Task brief ::
Don't include any picture when you restate the data word for word.

(Records from a collection)
+ + +
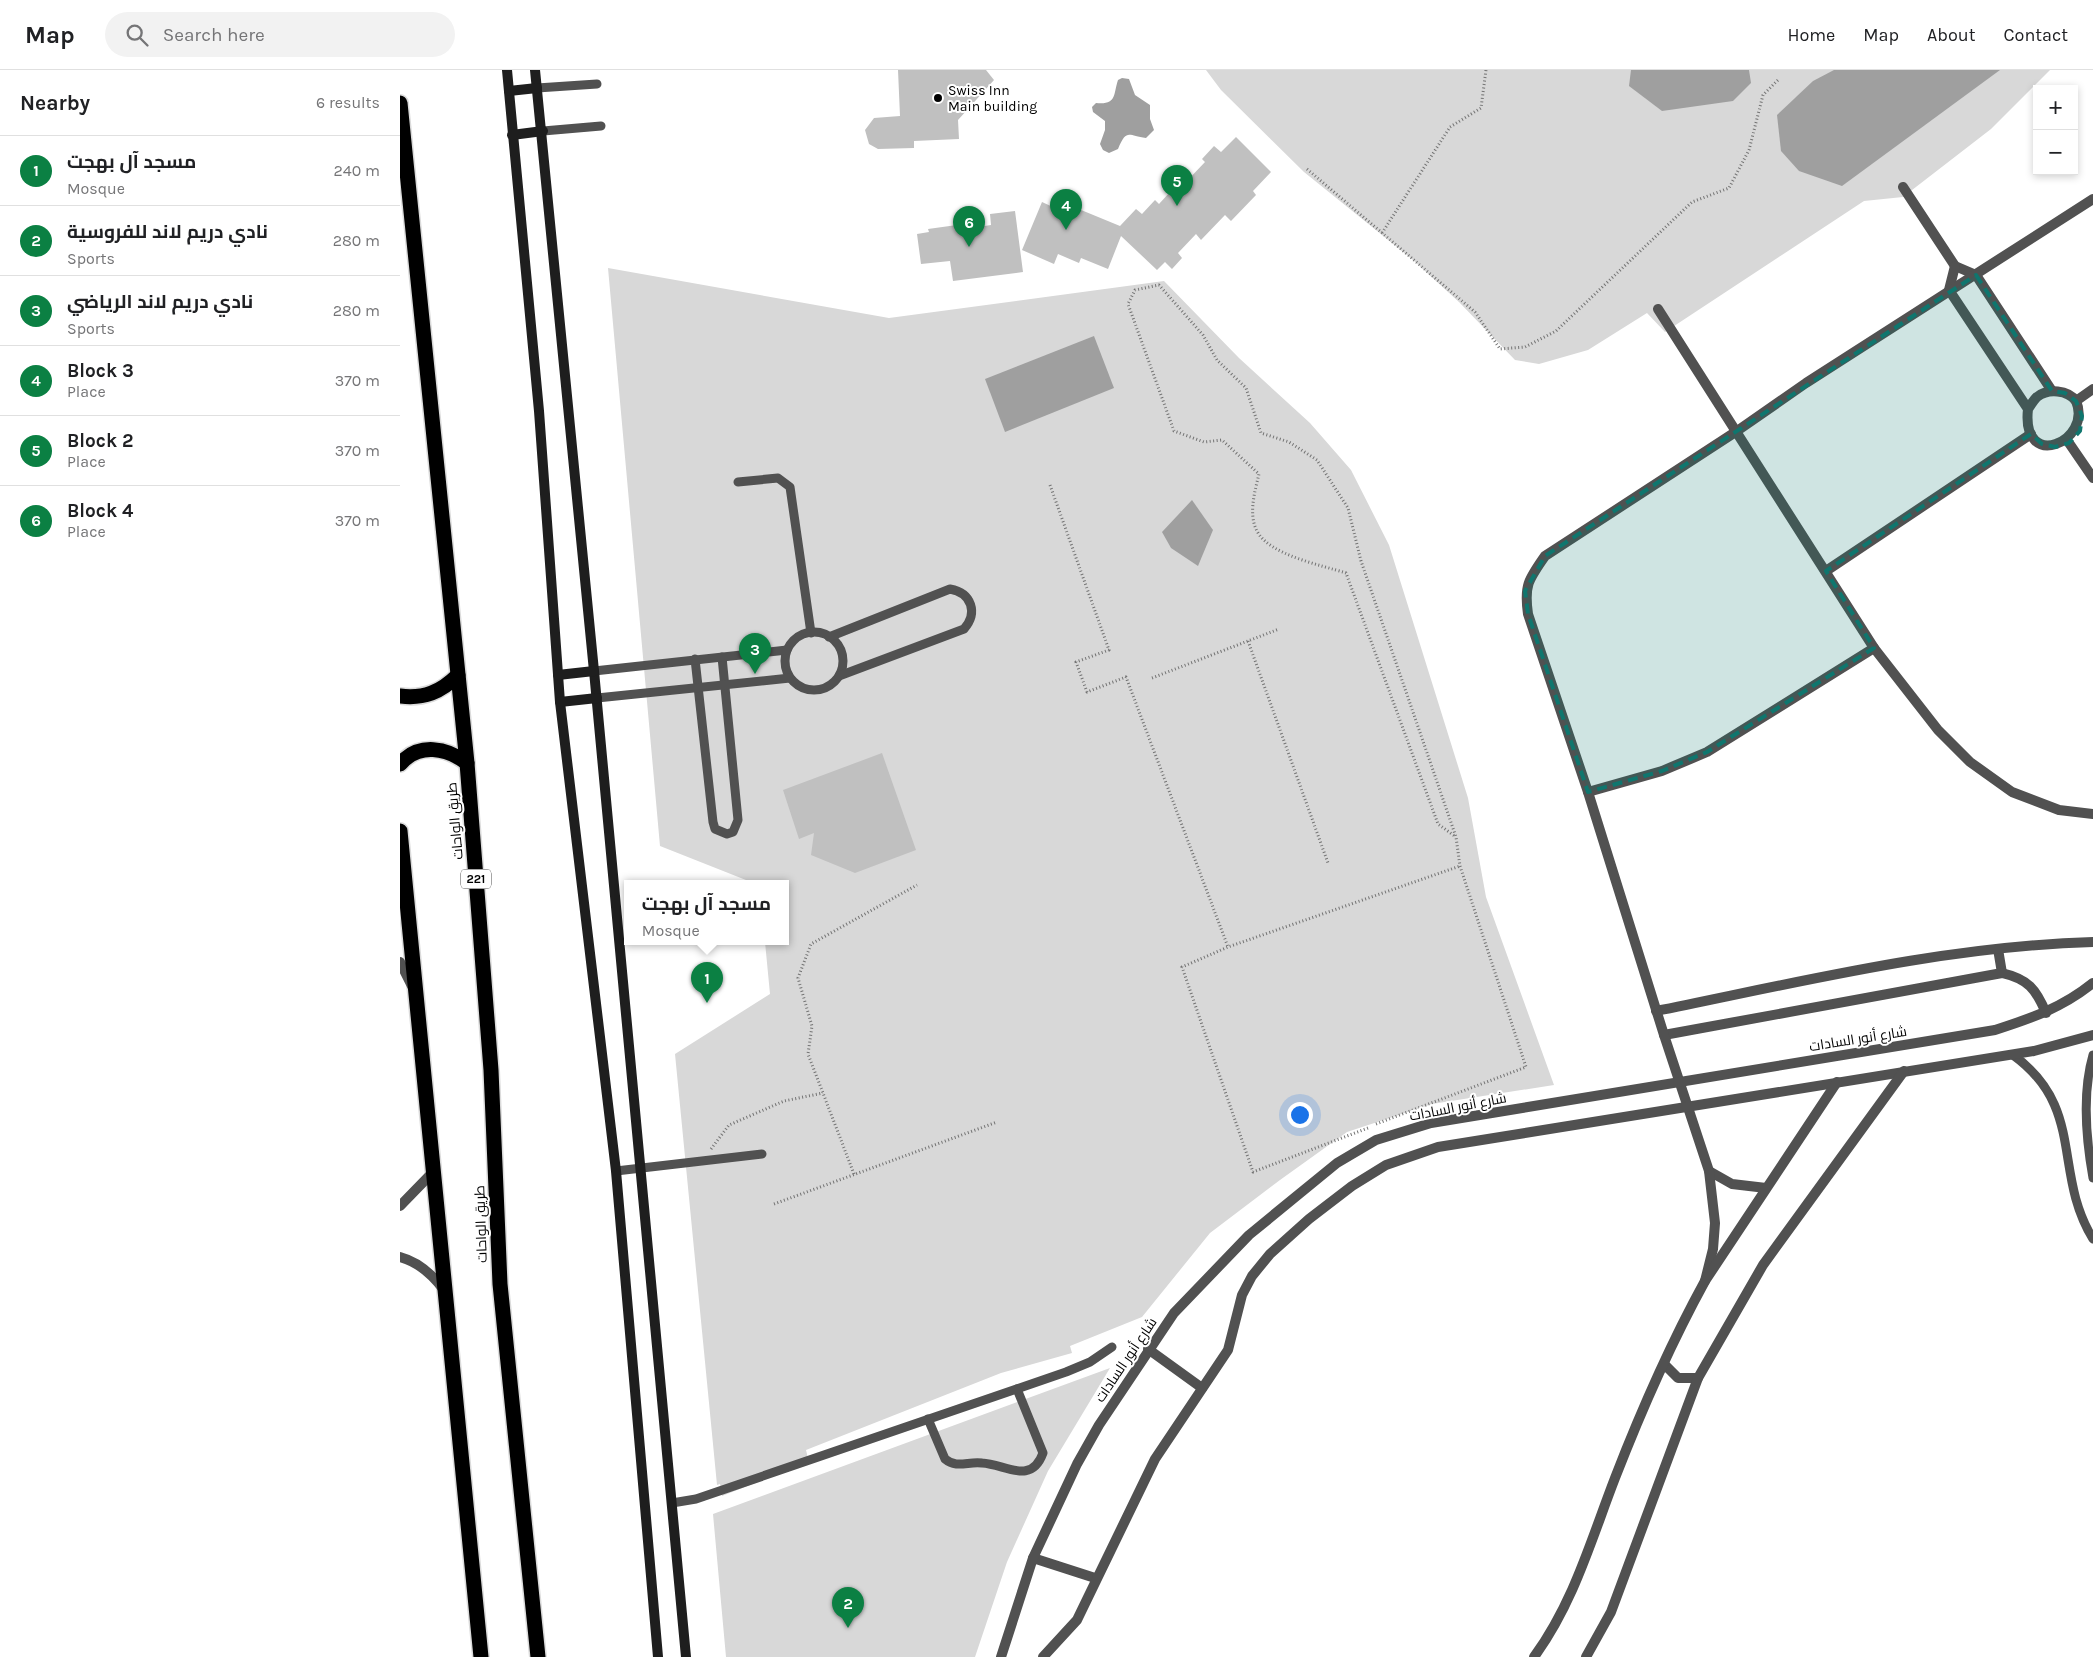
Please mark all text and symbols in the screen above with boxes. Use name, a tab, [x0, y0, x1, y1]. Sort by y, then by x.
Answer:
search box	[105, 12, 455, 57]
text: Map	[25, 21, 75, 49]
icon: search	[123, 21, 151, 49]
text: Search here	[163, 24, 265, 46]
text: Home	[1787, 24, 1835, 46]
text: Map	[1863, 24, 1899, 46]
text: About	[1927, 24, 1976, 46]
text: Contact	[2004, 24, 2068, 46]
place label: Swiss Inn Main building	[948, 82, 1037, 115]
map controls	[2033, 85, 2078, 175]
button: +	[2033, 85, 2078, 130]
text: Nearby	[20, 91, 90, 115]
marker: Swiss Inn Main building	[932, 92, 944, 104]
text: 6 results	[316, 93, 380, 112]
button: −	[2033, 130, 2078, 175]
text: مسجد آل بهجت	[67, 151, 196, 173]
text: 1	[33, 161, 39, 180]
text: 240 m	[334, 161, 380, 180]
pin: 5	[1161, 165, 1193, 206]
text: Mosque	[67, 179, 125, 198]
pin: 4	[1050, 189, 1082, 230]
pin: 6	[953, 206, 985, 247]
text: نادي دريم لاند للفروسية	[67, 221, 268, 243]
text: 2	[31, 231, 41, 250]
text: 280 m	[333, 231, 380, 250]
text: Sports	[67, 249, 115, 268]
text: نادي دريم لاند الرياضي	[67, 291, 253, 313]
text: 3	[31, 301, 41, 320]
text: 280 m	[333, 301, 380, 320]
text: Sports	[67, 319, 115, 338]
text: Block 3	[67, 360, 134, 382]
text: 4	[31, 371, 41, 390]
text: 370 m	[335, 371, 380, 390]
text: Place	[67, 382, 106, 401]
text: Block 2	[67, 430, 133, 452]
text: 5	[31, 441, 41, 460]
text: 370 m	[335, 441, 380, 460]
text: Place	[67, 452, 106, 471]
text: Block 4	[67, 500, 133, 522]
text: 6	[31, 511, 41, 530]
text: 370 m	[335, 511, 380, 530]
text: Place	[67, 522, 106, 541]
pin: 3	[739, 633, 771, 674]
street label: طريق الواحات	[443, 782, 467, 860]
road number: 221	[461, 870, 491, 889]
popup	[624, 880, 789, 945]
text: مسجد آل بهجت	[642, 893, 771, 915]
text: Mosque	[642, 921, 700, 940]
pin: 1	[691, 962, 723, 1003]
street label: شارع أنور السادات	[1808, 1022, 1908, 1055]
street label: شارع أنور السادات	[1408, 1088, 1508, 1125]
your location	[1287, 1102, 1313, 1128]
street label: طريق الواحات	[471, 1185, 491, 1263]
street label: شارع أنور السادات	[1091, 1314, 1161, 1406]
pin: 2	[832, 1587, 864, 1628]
+ + +
Result of this exercise ::
Please mark all text and symbols in the screen above with boxes. Use name, a tab, [x0, y0, x1, y1]. Sort by y, then by x.
Answer:
search box	[105, 12, 455, 57]
text: Map	[25, 21, 75, 49]
icon: search	[123, 21, 151, 49]
text: Search here	[163, 24, 265, 46]
text: Home	[1787, 24, 1835, 46]
text: Map	[1863, 24, 1899, 46]
text: About	[1927, 24, 1976, 46]
text: Contact	[2004, 24, 2068, 46]
place label: Swiss Inn Main building	[948, 82, 1037, 115]
map controls	[2033, 85, 2078, 175]
button: +	[2033, 85, 2078, 130]
text: Nearby	[20, 91, 90, 115]
marker: Swiss Inn Main building	[932, 92, 944, 104]
text: 6 results	[316, 93, 380, 112]
button: −	[2033, 130, 2078, 175]
text: مسجد آل بهجت	[67, 151, 196, 173]
text: 1	[33, 161, 39, 180]
text: 240 m	[334, 161, 380, 180]
pin: 5	[1161, 165, 1193, 206]
text: Mosque	[67, 179, 125, 198]
pin: 4	[1050, 189, 1082, 230]
pin: 6	[953, 206, 985, 247]
text: نادي دريم لاند للفروسية	[67, 221, 268, 243]
text: 2	[31, 231, 41, 250]
text: 280 m	[333, 231, 380, 250]
text: Sports	[67, 249, 115, 268]
text: نادي دريم لاند الرياضي	[67, 291, 253, 313]
text: 3	[31, 301, 41, 320]
text: 280 m	[333, 301, 380, 320]
text: Sports	[67, 319, 115, 338]
text: Block 3	[67, 360, 134, 382]
text: 4	[31, 371, 41, 390]
text: 370 m	[335, 371, 380, 390]
text: Place	[67, 382, 106, 401]
text: Block 2	[67, 430, 133, 452]
text: 5	[31, 441, 41, 460]
text: 370 m	[335, 441, 380, 460]
text: Place	[67, 452, 106, 471]
text: Block 4	[67, 500, 133, 522]
text: 6	[31, 511, 41, 530]
text: 370 m	[335, 511, 380, 530]
text: Place	[67, 522, 106, 541]
pin: 3	[739, 633, 771, 674]
street label: طريق الواحات	[443, 782, 467, 860]
road number: 221	[461, 870, 491, 889]
popup	[624, 880, 789, 945]
text: مسجد آل بهجت	[642, 893, 771, 915]
text: Mosque	[642, 921, 700, 940]
pin: 1	[691, 962, 723, 1003]
street label: شارع أنور السادات	[1808, 1022, 1908, 1055]
street label: شارع أنور السادات	[1408, 1088, 1508, 1125]
your location	[1287, 1102, 1313, 1128]
street label: طريق الواحات	[471, 1185, 491, 1263]
street label: شارع أنور السادات	[1091, 1314, 1161, 1406]
pin: 2	[832, 1587, 864, 1628]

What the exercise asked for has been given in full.